= Exercise objective =
Within the material below, filter for lines that hold the word "lineWidth".

= Supplied material =

----------------------------------------

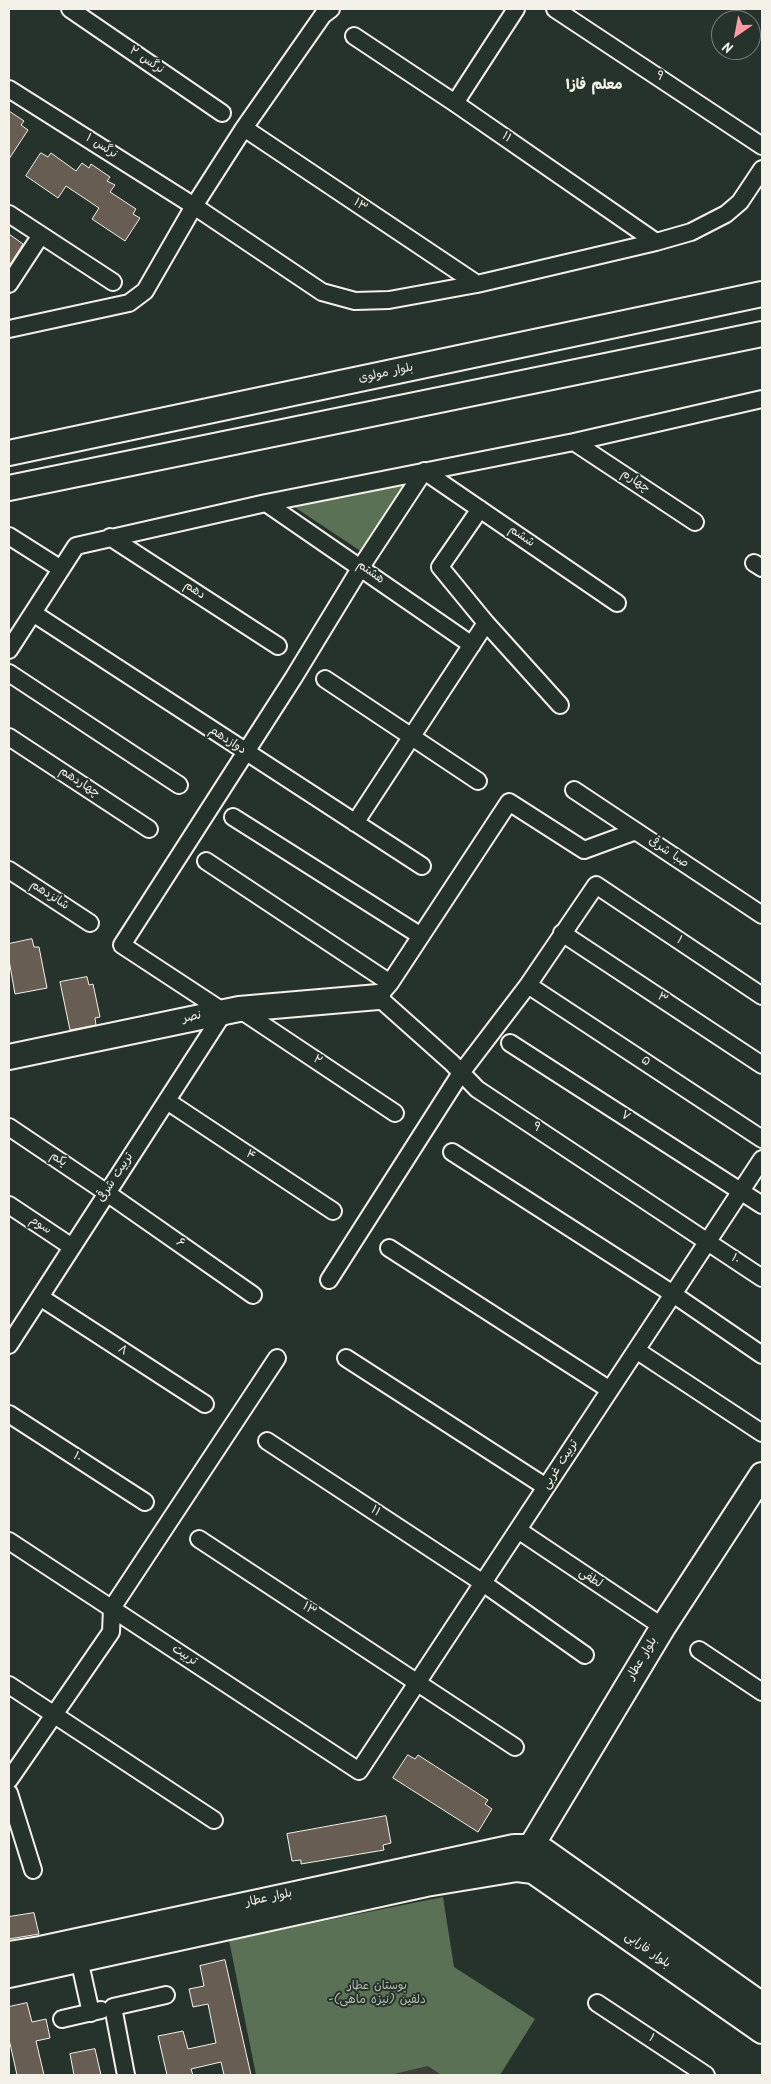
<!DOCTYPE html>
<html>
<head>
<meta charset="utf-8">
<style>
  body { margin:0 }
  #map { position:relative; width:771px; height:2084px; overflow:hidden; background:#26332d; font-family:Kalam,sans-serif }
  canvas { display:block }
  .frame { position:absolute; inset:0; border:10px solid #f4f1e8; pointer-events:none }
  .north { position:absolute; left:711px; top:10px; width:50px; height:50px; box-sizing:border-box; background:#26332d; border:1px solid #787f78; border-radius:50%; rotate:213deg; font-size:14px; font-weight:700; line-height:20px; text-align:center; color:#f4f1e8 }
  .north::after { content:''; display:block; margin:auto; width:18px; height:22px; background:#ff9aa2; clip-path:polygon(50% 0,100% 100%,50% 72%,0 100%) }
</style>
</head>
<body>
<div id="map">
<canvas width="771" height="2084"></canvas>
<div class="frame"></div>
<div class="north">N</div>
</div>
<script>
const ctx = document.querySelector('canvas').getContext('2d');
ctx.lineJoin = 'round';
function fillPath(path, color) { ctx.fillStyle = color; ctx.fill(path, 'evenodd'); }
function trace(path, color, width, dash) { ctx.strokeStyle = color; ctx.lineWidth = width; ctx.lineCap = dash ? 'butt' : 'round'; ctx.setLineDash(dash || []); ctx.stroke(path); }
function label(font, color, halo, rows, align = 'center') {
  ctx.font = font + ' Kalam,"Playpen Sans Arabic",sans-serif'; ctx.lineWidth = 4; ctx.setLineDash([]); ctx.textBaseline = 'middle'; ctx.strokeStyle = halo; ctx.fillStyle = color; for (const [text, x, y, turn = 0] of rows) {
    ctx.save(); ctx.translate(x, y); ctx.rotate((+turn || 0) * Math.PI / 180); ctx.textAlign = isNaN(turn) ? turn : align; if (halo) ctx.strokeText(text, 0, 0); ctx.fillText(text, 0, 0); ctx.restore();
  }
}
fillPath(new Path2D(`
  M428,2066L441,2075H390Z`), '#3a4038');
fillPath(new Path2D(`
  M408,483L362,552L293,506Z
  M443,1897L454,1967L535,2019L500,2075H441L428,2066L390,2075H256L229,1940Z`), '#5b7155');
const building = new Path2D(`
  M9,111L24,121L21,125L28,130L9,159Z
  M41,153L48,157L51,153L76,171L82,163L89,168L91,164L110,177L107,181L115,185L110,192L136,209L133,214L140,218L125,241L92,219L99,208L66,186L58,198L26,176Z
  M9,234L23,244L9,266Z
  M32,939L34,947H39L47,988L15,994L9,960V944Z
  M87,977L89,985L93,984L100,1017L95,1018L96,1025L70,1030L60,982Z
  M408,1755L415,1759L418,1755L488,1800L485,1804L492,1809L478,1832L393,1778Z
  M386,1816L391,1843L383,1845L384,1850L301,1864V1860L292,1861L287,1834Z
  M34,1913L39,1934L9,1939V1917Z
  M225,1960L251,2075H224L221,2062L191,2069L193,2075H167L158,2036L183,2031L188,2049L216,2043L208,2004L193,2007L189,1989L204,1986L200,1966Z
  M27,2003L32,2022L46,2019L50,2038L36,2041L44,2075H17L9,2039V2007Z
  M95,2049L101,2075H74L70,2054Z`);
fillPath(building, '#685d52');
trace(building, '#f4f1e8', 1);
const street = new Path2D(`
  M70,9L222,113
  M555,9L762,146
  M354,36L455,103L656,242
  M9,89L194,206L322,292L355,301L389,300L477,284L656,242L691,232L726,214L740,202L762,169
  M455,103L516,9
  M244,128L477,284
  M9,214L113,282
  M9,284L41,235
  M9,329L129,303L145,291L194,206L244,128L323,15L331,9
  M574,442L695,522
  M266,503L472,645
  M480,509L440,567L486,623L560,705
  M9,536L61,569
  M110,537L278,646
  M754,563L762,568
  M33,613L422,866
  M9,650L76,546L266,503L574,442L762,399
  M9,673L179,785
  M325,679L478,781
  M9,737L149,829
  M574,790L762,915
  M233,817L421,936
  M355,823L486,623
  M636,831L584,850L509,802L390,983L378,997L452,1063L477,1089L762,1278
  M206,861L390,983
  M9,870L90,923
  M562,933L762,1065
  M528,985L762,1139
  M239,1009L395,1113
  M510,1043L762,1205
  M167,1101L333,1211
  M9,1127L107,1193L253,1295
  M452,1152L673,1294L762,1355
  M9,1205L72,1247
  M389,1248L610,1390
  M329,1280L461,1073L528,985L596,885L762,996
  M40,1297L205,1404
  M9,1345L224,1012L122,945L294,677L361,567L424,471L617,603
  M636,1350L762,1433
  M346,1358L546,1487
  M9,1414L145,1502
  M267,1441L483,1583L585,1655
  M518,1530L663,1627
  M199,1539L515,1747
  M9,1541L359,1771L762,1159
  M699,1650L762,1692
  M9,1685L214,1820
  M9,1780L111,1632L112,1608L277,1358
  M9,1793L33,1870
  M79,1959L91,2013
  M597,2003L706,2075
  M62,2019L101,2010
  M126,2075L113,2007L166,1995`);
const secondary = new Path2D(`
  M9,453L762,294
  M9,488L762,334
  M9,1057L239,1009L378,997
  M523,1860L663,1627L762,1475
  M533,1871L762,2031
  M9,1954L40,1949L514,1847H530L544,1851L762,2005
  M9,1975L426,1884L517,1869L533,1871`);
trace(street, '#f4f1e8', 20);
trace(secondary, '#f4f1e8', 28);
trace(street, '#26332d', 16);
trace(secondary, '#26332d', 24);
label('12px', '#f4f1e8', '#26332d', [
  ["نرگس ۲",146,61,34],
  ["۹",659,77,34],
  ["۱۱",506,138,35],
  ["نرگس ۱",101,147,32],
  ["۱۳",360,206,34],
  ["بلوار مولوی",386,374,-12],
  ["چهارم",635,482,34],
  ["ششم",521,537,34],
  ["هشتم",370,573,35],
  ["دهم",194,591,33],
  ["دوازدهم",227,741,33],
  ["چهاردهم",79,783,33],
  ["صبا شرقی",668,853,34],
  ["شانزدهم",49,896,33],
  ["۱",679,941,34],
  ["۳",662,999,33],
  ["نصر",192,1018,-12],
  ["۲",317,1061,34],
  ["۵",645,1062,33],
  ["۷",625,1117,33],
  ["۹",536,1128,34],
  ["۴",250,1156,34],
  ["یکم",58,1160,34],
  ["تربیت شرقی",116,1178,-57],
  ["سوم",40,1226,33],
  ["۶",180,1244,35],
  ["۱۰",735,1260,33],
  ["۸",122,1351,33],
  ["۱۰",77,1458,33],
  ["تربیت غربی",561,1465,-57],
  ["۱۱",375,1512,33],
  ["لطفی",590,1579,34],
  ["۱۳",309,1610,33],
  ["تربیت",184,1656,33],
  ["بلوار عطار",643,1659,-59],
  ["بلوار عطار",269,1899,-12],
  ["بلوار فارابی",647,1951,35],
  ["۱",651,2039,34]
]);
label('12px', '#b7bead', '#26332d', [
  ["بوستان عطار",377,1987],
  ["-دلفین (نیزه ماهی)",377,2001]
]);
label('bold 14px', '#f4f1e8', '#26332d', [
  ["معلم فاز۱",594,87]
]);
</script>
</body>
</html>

----------------------------------------

= Result for this exercise =
function trace(path, color, width, dash) { ctx.strokeStyle = color; ctx.lineWidth = width; ctx.lineCap = dash ? 'butt' : 'round'; ctx.setLineDash(dash || []); ctx.stroke(path); }
  ctx.font = font + ' Kalam,"Playpen Sans Arabic",sans-serif'; ctx.lineWidth = 4; ctx.setLineDash([]); ctx.textBaseline = 'middle'; ctx.strokeStyle = halo; ctx.fillStyle = color; for (const [text, x, y, turn = 0] of rows) {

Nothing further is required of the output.